Work order
Please print the data shown below without any alteration.

[Stored dataset items]
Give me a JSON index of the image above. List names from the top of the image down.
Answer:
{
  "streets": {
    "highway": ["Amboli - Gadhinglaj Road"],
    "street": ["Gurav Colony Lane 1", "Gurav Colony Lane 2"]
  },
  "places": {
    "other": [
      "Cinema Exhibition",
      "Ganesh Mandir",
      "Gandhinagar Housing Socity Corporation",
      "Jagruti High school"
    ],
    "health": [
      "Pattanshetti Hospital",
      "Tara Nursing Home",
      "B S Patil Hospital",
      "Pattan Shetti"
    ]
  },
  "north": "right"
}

Written answer
Give me a JSON index of the image above. List names from the top of the image down.
Answer:
{
  "streets": {
    "highway": ["Amboli - Gadhinglaj Road"],
    "street": ["Gurav Colony Lane 1", "Gurav Colony Lane 2"]
  },
  "places": {
    "other": [
      "Cinema Exhibition",
      "Ganesh Mandir",
      "Gandhinagar Housing Socity Corporation",
      "Jagruti High school"
    ],
    "health": [
      "Pattanshetti Hospital",
      "Tara Nursing Home",
      "B S Patil Hospital",
      "Pattan Shetti"
    ]
  },
  "north": "right"
}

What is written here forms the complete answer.